Work to complete – Take the records below from their first line through the line holding "position:absolute; right:12px; top:12px;", and set each of those lines down exactly, without pictures.
___ Material for this task ___
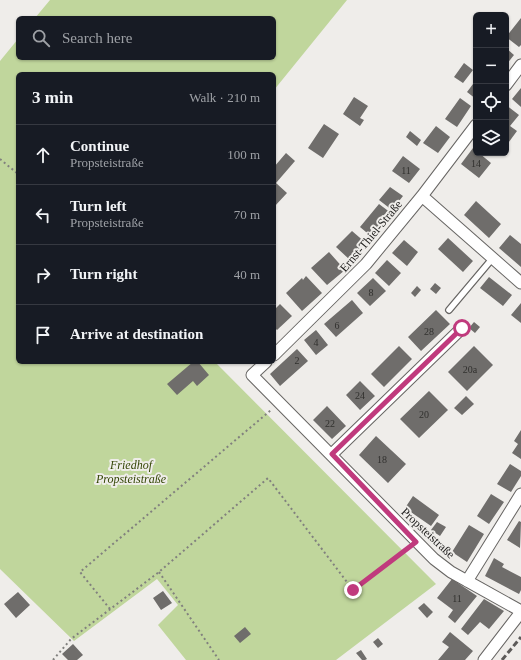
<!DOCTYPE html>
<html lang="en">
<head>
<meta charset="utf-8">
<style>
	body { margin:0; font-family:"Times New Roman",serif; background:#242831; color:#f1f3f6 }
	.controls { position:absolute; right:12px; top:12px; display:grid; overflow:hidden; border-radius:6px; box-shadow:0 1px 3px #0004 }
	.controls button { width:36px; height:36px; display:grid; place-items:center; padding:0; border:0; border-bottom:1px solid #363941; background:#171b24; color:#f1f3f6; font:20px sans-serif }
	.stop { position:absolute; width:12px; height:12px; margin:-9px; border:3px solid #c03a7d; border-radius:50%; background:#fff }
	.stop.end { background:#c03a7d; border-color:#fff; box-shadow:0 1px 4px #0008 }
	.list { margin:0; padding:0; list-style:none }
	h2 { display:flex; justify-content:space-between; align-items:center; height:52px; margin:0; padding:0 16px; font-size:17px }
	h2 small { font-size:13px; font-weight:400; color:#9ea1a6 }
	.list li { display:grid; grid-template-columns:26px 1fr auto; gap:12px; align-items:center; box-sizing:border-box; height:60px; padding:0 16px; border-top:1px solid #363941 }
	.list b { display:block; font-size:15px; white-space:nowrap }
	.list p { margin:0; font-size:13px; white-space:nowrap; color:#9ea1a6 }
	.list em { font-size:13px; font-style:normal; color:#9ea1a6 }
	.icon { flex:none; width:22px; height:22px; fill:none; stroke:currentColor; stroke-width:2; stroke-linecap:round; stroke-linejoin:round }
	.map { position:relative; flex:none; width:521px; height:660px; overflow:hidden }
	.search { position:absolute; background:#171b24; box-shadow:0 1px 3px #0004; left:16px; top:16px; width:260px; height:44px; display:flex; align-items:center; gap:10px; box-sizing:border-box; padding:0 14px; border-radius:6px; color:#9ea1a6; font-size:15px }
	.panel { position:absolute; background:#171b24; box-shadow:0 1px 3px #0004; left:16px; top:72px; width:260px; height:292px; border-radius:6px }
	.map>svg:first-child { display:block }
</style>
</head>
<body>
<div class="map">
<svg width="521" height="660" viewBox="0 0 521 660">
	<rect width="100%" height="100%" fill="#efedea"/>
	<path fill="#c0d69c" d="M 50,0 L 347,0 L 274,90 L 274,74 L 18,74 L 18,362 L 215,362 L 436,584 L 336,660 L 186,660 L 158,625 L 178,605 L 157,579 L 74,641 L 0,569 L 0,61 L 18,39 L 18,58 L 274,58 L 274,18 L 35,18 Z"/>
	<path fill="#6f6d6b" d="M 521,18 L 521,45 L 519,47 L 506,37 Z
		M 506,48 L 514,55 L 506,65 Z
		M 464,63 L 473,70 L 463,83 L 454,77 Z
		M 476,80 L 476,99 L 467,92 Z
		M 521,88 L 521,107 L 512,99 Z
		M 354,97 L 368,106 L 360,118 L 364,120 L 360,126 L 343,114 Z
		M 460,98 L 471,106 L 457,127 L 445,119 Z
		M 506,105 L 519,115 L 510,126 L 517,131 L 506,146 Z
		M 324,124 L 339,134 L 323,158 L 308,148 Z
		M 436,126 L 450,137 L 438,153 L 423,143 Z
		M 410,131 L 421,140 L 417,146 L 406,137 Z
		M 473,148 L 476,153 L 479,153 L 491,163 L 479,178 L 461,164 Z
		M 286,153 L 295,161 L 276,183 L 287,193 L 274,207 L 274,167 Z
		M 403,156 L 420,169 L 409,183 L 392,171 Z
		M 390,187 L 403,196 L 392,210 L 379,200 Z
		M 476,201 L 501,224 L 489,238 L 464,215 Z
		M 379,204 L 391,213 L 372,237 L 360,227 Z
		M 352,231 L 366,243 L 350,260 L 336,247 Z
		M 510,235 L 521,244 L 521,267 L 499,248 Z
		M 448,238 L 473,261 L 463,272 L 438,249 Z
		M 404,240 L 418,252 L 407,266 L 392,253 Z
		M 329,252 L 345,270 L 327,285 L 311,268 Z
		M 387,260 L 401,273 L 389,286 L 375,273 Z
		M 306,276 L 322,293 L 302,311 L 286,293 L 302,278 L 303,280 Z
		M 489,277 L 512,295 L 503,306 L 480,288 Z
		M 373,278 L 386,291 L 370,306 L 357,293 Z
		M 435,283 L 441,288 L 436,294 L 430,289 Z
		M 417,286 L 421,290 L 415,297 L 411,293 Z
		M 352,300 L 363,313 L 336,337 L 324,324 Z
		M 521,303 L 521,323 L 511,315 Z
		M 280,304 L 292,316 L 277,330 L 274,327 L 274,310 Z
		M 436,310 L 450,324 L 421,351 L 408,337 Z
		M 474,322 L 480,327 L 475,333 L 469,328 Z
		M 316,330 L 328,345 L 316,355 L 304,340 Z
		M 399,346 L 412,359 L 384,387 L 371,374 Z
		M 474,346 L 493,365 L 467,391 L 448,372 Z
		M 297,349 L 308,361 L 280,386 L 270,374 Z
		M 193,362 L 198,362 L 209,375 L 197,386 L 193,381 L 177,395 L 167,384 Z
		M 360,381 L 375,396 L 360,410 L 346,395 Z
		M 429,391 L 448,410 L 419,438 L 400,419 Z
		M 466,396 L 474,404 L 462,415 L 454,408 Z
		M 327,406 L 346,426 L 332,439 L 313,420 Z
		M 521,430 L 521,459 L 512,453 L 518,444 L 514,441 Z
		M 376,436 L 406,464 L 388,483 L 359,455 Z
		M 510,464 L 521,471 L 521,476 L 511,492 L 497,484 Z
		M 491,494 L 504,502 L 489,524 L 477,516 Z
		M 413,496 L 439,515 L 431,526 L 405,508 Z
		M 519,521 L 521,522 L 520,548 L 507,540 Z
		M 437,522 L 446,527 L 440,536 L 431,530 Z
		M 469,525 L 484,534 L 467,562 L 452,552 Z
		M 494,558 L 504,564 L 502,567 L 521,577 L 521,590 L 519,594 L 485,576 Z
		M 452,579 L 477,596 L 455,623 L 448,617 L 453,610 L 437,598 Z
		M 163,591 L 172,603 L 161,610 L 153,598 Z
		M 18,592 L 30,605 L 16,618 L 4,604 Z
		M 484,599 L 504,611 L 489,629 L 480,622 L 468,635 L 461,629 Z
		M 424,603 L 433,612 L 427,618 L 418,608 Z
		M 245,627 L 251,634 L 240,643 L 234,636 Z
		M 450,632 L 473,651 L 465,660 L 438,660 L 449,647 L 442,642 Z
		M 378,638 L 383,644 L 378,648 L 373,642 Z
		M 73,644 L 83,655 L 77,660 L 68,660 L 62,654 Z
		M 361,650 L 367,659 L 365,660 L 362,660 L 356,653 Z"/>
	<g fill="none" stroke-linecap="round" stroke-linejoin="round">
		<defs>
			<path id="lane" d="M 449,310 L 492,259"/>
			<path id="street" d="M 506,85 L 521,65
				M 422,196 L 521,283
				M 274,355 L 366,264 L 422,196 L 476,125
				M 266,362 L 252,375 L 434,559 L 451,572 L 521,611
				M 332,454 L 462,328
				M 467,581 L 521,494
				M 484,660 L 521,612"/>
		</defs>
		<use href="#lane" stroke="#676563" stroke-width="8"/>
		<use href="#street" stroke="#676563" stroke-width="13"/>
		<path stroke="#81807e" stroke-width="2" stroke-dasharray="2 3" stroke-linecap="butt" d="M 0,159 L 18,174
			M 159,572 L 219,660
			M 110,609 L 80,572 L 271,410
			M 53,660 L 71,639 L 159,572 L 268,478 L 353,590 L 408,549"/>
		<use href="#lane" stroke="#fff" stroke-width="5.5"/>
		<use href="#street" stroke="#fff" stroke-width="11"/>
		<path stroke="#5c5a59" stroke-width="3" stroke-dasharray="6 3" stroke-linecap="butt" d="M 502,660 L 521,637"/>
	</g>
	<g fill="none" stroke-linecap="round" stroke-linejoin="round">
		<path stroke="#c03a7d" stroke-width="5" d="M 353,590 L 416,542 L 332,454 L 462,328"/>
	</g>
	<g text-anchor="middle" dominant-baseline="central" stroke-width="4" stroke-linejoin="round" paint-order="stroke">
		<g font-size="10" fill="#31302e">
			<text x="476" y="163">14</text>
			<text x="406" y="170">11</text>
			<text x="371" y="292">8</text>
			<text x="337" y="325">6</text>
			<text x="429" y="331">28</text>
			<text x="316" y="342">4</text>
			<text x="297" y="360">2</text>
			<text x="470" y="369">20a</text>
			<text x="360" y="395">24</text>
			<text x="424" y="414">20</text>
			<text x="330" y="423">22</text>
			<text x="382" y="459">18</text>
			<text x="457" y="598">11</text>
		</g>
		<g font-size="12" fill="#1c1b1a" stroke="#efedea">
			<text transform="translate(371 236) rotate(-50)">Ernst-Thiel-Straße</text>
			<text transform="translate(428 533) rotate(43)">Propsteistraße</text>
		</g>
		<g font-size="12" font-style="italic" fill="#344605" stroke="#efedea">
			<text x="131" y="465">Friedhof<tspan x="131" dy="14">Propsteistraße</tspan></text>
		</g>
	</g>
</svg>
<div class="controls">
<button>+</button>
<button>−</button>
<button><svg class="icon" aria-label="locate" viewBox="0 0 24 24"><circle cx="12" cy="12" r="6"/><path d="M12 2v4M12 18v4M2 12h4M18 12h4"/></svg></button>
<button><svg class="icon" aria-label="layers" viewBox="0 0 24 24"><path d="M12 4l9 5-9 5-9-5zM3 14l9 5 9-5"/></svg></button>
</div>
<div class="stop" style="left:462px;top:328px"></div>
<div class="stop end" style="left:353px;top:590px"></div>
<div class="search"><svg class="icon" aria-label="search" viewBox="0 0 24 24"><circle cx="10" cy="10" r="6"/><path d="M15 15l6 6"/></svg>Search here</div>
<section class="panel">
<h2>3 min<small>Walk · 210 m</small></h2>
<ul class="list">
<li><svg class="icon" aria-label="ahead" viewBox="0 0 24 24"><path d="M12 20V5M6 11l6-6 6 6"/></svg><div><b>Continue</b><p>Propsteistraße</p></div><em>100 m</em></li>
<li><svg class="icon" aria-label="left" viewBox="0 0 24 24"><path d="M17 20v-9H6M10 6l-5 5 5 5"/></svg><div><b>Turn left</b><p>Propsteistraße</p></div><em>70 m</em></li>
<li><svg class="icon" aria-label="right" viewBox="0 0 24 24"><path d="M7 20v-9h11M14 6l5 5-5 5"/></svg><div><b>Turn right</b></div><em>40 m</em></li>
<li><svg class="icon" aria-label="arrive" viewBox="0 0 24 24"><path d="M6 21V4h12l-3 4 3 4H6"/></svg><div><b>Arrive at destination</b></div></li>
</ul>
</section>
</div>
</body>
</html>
___
Solution to the exercise –
<!DOCTYPE html>
<html lang="en">
<head>
<meta charset="utf-8">
<style>
	body { margin:0; font-family:"Times New Roman",serif; background:#242831; color:#f1f3f6 }
	.controls { position:absolute; right:12px; top:12px; display:grid; overflow:hidden; border-radius:6px; box-shadow:0 1px 3px #0004 }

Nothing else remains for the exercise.